Task instructions :: Pick out all lines of the entries that include the word "content" and copy them.
###
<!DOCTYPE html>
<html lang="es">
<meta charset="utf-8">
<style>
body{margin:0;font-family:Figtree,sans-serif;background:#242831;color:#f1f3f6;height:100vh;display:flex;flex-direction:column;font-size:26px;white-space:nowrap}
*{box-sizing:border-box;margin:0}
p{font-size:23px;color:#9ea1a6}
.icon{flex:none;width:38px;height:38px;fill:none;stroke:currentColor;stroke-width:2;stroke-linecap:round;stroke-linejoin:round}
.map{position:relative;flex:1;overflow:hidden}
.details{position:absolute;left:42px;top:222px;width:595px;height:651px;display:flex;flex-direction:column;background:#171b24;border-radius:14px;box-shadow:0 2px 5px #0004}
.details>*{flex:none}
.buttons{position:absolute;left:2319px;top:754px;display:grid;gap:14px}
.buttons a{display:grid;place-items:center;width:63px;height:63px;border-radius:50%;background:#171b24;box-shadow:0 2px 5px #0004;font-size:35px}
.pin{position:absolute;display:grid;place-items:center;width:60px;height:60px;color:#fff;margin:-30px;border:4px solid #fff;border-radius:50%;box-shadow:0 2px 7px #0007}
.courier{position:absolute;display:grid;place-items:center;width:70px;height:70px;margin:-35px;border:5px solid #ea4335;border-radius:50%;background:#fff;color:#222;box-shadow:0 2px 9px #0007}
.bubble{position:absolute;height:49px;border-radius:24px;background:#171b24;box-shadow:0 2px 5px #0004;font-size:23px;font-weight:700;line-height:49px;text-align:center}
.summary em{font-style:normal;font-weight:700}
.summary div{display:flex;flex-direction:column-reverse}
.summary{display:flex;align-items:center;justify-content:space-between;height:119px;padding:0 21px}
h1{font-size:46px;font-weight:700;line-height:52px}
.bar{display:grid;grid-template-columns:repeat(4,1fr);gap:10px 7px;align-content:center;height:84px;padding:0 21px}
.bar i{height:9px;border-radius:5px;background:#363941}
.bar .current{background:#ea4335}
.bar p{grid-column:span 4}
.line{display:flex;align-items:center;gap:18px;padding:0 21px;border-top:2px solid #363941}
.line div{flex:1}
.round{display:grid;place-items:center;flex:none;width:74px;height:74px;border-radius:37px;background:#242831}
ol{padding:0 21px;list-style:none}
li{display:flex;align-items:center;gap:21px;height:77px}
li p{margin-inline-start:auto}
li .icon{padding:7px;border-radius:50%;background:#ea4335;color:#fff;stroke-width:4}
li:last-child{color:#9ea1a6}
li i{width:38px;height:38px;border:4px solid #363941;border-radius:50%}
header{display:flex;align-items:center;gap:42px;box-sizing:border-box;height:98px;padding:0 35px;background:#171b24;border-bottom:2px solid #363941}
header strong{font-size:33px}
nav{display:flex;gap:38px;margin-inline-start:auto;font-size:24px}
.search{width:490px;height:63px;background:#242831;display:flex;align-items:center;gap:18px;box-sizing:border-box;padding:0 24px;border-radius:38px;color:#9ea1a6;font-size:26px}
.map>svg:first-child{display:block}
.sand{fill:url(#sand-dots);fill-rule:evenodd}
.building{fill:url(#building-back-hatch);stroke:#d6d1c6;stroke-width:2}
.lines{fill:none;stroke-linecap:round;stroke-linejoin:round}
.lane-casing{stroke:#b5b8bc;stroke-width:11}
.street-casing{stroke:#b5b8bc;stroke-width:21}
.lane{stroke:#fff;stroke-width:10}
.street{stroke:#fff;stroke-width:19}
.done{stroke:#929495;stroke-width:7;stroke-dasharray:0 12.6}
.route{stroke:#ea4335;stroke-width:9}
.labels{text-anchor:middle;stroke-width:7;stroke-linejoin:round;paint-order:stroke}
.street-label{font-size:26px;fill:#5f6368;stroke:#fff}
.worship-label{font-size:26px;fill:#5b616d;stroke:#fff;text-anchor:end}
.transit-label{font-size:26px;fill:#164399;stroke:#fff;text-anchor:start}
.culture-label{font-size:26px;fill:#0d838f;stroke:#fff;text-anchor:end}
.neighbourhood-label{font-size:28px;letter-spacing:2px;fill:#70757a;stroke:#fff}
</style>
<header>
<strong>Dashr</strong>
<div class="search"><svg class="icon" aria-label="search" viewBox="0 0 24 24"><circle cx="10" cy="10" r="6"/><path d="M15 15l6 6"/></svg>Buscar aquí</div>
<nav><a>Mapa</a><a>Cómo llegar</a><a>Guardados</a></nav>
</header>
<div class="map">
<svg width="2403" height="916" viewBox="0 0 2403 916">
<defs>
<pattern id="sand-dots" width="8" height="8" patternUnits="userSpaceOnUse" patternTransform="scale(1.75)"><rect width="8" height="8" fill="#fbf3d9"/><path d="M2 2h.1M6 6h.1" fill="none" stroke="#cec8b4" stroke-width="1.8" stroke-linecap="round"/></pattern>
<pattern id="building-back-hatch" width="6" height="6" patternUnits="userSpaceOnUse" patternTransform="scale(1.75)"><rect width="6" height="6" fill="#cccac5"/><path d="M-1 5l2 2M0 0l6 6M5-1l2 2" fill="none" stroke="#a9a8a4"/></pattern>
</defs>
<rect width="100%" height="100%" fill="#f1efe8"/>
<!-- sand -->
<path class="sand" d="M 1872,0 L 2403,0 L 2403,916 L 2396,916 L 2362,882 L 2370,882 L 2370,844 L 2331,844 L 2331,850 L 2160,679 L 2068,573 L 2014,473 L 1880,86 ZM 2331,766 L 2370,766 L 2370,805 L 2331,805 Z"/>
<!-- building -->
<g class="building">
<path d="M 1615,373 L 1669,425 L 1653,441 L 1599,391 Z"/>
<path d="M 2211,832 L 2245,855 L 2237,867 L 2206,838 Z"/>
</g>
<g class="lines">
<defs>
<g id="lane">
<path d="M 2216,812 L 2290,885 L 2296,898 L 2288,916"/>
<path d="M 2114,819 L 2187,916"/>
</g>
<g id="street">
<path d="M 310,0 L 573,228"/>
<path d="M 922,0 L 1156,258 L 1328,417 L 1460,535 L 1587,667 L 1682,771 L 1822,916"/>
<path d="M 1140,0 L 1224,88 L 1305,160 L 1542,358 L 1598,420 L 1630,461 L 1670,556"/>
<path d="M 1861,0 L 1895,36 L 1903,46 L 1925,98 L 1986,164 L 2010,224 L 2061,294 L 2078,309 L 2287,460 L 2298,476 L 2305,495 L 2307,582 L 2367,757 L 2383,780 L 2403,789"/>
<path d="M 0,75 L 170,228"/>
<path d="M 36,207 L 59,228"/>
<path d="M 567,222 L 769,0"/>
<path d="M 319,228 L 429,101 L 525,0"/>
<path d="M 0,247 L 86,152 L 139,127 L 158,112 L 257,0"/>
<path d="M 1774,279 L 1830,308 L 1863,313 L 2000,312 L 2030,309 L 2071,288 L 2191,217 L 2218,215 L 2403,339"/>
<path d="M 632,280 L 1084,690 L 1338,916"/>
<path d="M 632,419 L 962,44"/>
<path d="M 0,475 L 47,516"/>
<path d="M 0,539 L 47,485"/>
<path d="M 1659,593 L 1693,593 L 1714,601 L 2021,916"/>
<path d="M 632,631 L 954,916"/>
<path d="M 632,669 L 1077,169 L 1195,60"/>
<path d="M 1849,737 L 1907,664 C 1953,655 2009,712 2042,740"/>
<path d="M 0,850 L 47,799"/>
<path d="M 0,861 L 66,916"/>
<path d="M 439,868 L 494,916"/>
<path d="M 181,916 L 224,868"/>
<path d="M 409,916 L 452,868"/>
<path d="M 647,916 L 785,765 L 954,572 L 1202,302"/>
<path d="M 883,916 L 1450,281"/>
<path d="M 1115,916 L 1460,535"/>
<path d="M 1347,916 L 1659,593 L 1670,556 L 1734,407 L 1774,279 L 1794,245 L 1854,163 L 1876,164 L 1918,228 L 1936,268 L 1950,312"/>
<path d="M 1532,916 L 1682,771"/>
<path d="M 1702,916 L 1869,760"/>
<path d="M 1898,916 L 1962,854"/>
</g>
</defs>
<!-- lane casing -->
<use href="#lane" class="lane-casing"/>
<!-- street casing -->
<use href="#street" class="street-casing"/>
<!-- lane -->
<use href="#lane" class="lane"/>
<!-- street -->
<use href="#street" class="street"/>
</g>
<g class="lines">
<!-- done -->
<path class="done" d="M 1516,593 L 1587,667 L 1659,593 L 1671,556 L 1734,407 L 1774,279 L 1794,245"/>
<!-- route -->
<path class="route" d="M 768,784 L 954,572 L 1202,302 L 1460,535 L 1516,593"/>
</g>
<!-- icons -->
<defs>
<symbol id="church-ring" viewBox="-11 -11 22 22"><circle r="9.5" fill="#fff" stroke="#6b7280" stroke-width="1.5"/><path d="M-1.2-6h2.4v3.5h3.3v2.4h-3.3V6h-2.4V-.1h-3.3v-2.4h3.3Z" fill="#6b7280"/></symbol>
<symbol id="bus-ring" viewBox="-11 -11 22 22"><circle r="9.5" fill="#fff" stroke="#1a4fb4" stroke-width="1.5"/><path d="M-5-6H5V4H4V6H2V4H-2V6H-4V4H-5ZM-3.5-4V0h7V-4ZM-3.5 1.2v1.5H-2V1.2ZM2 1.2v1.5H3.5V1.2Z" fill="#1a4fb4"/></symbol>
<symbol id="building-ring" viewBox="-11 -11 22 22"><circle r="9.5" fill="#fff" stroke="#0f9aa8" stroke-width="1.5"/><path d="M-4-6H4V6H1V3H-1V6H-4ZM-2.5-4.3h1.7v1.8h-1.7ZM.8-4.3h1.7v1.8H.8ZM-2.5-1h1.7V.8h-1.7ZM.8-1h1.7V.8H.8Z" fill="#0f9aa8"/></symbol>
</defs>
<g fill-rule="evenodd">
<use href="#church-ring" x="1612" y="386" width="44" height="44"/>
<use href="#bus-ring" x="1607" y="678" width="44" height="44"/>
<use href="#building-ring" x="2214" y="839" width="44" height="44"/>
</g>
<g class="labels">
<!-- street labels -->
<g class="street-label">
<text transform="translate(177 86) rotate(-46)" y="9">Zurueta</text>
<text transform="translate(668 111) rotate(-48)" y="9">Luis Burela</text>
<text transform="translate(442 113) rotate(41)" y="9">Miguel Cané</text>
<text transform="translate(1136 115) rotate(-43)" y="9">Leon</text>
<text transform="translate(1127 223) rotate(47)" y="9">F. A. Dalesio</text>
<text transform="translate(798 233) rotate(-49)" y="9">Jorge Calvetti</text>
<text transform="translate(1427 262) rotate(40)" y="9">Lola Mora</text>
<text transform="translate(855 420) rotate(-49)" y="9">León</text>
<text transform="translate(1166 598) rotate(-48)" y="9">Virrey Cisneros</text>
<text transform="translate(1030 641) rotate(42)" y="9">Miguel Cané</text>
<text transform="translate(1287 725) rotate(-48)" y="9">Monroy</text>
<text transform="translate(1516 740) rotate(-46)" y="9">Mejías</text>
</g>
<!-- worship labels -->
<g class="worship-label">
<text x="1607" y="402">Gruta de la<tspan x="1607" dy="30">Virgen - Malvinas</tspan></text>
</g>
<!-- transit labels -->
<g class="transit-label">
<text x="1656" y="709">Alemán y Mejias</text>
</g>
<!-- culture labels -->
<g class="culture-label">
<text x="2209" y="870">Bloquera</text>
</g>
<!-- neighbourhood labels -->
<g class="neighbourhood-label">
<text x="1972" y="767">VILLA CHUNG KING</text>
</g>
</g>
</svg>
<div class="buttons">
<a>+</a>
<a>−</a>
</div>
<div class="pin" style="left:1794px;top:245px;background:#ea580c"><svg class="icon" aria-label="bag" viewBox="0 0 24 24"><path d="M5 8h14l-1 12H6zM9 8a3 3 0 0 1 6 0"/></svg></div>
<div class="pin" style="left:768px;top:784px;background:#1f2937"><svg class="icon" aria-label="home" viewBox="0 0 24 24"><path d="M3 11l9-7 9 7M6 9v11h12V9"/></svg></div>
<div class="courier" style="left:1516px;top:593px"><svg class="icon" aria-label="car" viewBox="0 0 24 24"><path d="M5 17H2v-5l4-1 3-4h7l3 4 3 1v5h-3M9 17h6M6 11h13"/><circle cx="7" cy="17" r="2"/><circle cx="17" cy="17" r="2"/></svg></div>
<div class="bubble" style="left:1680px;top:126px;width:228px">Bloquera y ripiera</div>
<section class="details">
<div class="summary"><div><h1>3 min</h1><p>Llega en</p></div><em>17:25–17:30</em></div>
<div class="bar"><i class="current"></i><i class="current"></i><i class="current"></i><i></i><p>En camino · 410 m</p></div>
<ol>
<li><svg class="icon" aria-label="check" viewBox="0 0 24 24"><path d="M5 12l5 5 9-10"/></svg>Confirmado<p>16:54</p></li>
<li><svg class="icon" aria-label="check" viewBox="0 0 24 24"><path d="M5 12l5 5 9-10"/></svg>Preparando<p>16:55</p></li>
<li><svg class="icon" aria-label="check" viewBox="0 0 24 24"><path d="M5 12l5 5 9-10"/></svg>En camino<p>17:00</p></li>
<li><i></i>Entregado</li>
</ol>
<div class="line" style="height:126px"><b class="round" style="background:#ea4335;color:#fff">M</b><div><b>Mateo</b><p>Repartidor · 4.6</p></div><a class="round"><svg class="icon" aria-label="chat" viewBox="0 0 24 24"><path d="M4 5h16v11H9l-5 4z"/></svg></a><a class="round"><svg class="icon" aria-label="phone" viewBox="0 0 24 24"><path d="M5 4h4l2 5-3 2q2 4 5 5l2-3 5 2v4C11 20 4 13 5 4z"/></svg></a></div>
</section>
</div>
###
Answer to the problem ::
.summary{display:flex;align-items:center;justify-content:space-between;height:119px;padding:0 21px}
.bar{display:grid;grid-template-columns:repeat(4,1fr);gap:10px 7px;align-content:center;height:84px;padding:0 21px}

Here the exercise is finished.